§ **TASK DIRECTIONS**: Copy out each line of the data holding "read".

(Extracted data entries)
== Segment start ==

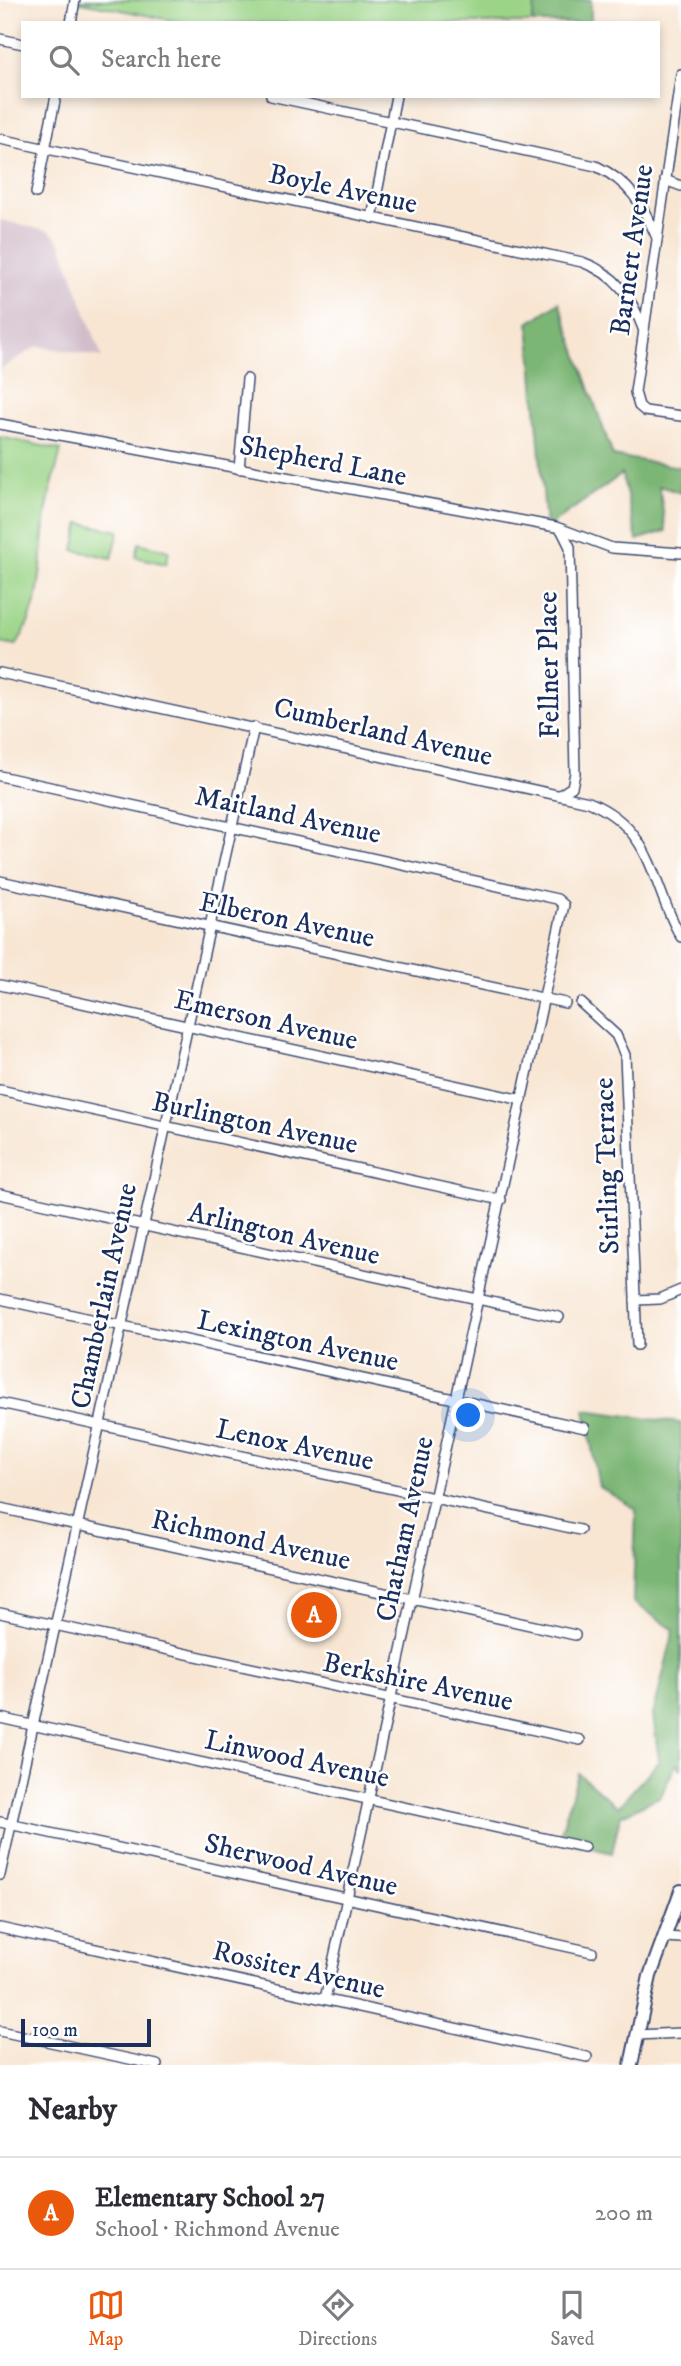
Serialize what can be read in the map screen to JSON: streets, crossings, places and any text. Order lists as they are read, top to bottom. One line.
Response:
{"streets":{"street":["Boyle Avenue","Barnert Avenue","Shepherd Lane","Fellner Place","Cumberland Avenue","Maitland Avenue","Elberon Avenue","Emerson Avenue","Burlington Avenue","Stirling Terrace","Arlington Avenue","Chamberlain Avenue","Lexington Avenue","Lenox Avenue","Chatham Avenue","Richmond Avenue","Berkshire Avenue","Linwood Avenue","Sherwood Avenue","Rossiter Avenue"]},"crossings":[["Boyle Avenue","Barnert Avenue"],["Shepherd Lane","Fellner Place"],["Fellner Place","Cumberland Avenue"],["Cumberland Avenue","Chamberlain Avenue"],["Maitland Avenue","Chamberlain Avenue"],["Maitland Avenue","Chatham Avenue"],["Elberon Avenue","Chamberlain Avenue"],["Elberon Avenue","Chatham Avenue"],["Emerson Avenue","Chamberlain Avenue"],["Emerson Avenue","Chatham Avenue"],["Burlington Avenue","Chamberlain Avenue"],["Burlington Avenue","Chatham Avenue"],["Arlington Avenue","Chamberlain Avenue"],["Arlington Avenue","Chatham Avenue"],["Chamberlain Avenue","Lexington Avenue"],["Chamberlain Avenue","Lenox Avenue"],["Chamberlain Avenue","Richmond Avenue"],["Chamberlain Avenue","Berkshire Avenue"],["Chamberlain Avenue","Linwood Avenue"],["Chamberlain Avenue","Sherwood Avenue"],["Lexington Avenue","Chatham Avenue"],["Lenox Avenue","Chatham Avenue"],["Chatham Avenue","Richmond Avenue"],["Chatham Avenue","Berkshire Avenue"],["Chatham Avenue","Linwood Avenue"],["Chatham Avenue","Sherwood Avenue"],["Chatham Avenue","Rossiter Avenue"]],"scale_bar":"100 m","page":{"search":"Search here","pins":"A","scale":"100 m","heading":"Nearby","list":[{"mark":"A","name":"Elementary School 27","note":"School · Richmond Avenue","value":"200 m"}],"nav":["Map","Directions","Saved"]}}
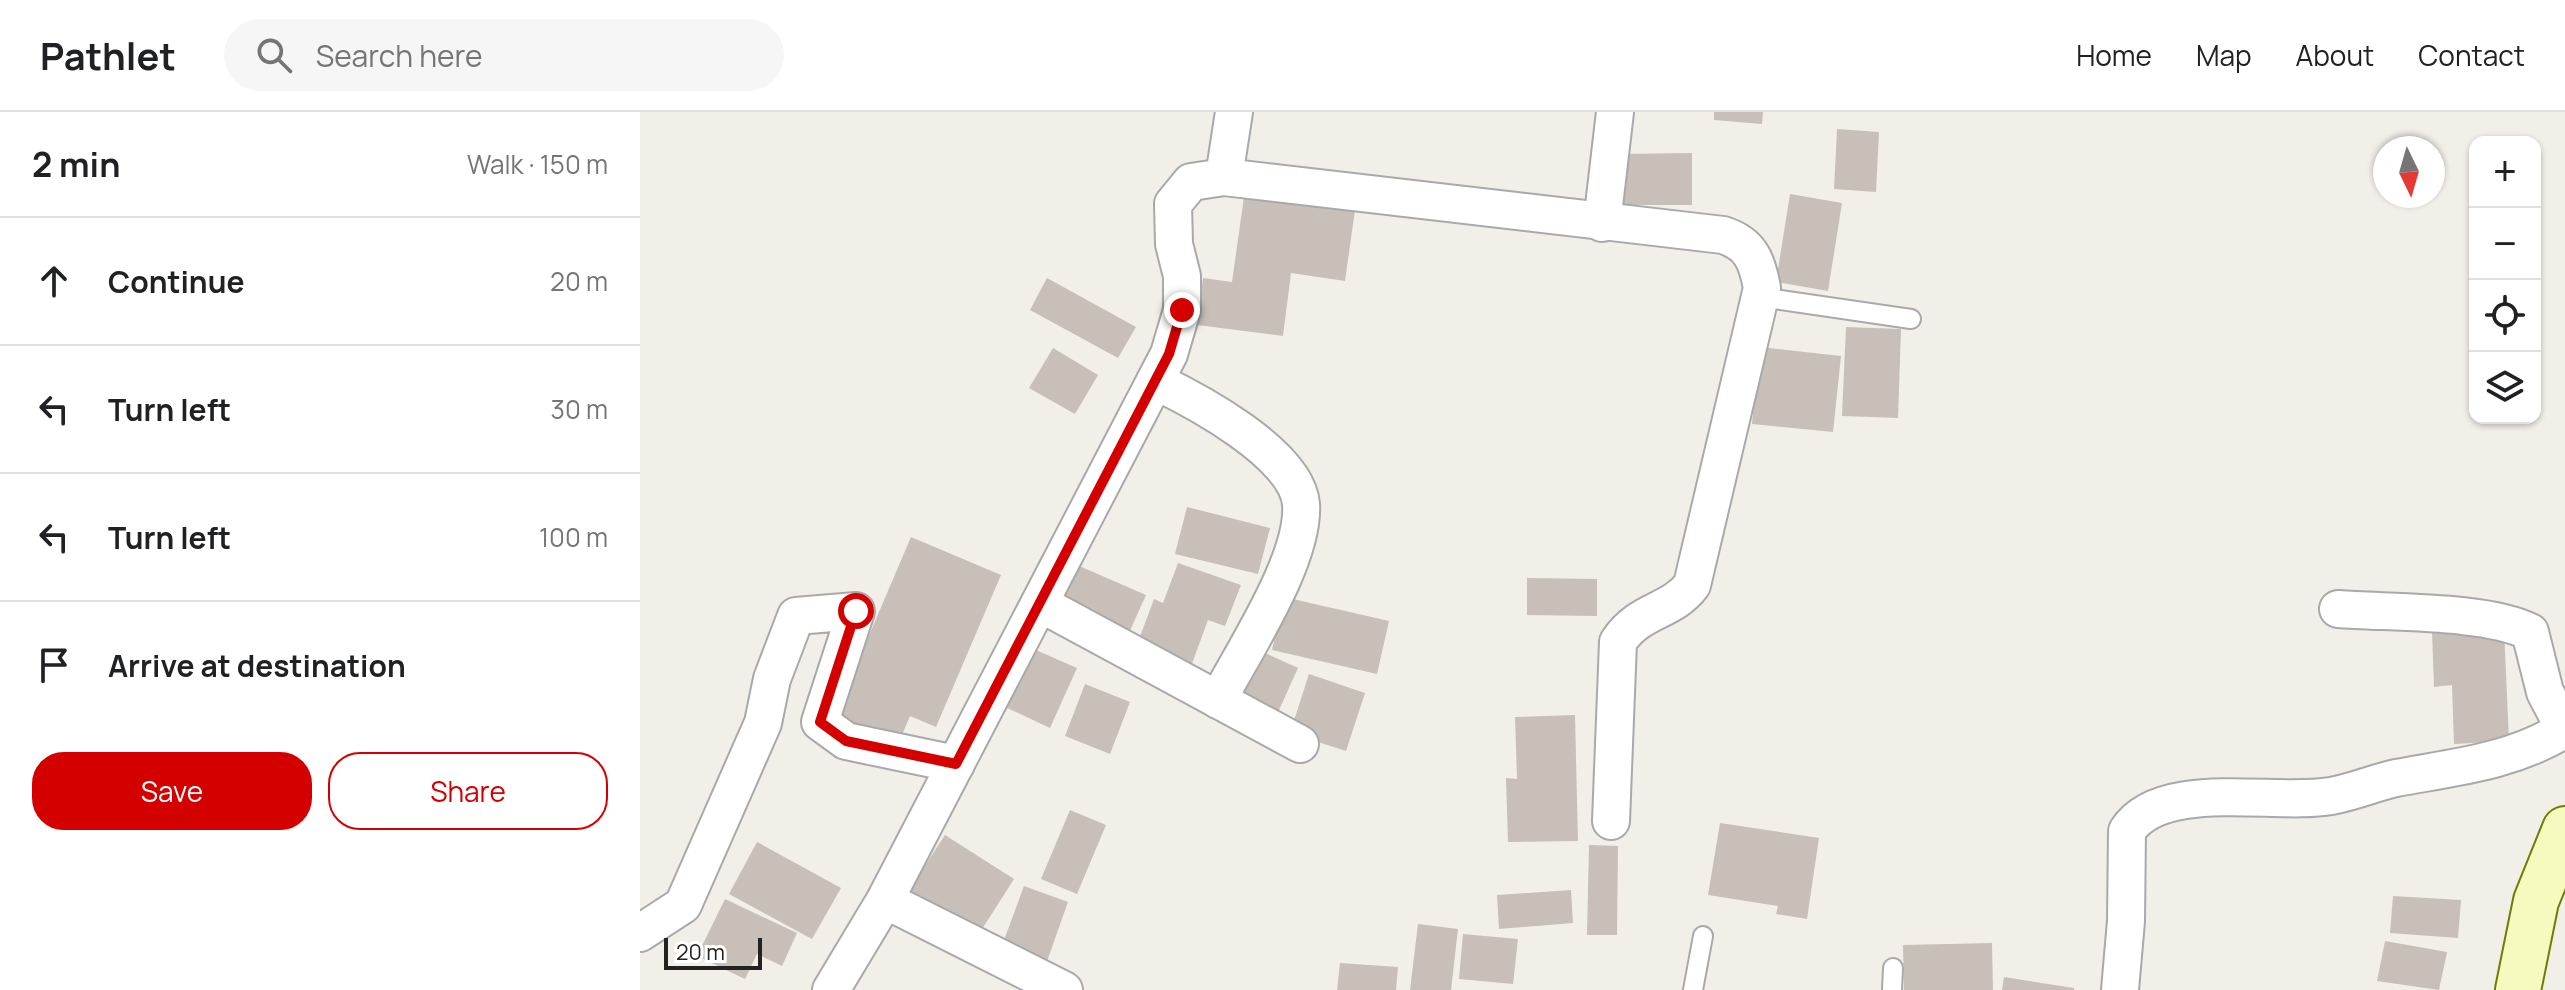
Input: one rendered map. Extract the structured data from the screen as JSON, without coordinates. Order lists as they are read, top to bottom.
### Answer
{
  "scale_bar": "20 m",
  "north": "bottom",
  "page": {
    "header": "Pathlet",
    "search": "Search here",
    "nav": [
      "Home",
      "Map",
      "About",
      "Contact"
    ],
    "heading": ["2 min", "Walk · 150 m"],
    "map_buttons": ["+", "−"],
    "list": [
      ["Continue", "20 m"],
      ["Turn left", "30 m"],
      ["Turn left", "100 m"],
      "Arrive at destination"
    ],
    "buttons": ["Save", "Share"],
    "scale": "20 m"
  }
}
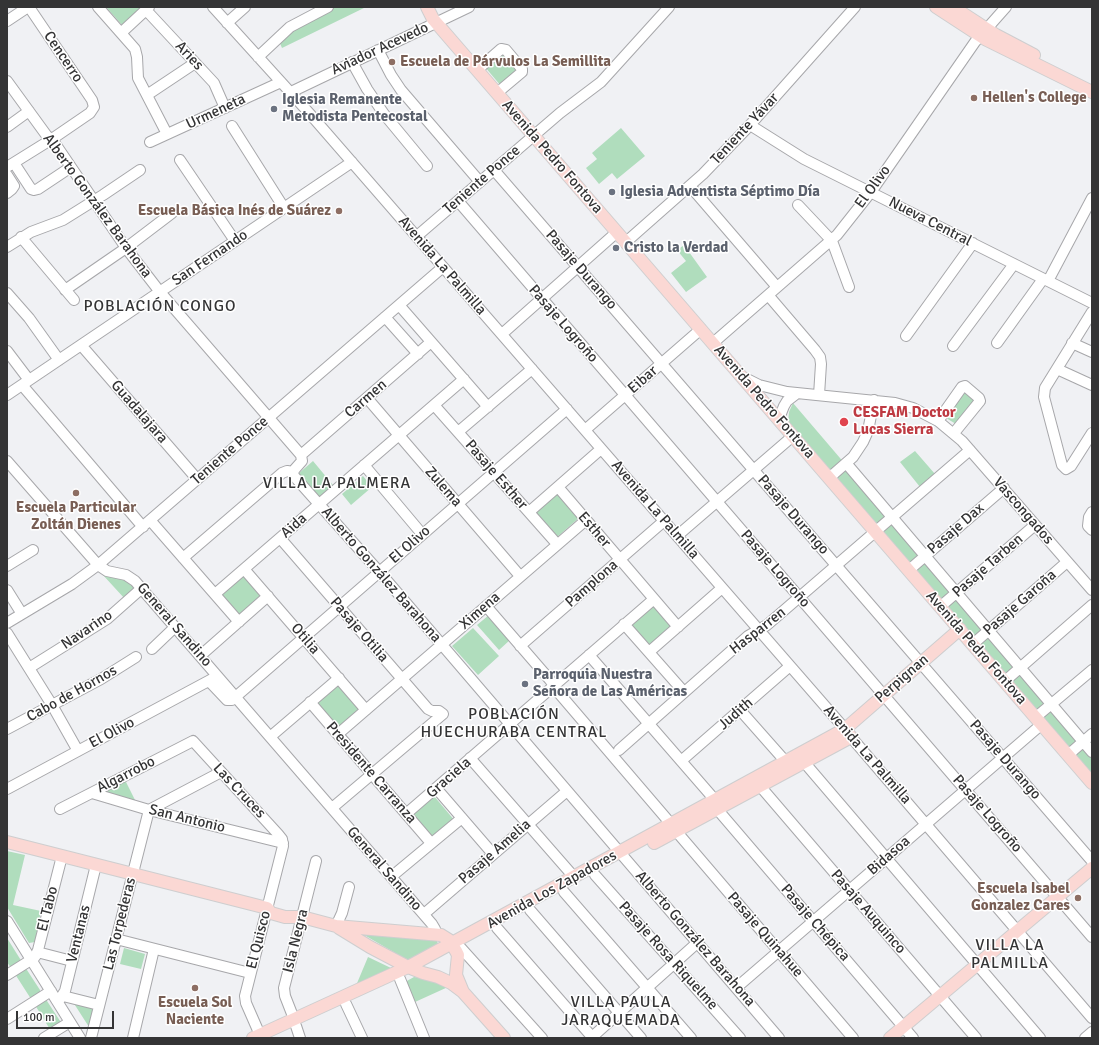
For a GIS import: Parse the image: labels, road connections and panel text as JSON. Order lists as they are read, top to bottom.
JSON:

== Segment end ==

§ **WRITTEN RESPONSE**:
Serialize what can be read in the map screen to JSON: streets, crossings, places and any text. Order lists as they are read, top to bottom. One line.
Input: one rendered map. Extract the structured data from the screen as JSON, without coordinates. Order lists as they are read, top to bottom.
For a GIS import: Parse the image: labels, road connections and panel text as JSON. Order lists as they are read, top to bottom.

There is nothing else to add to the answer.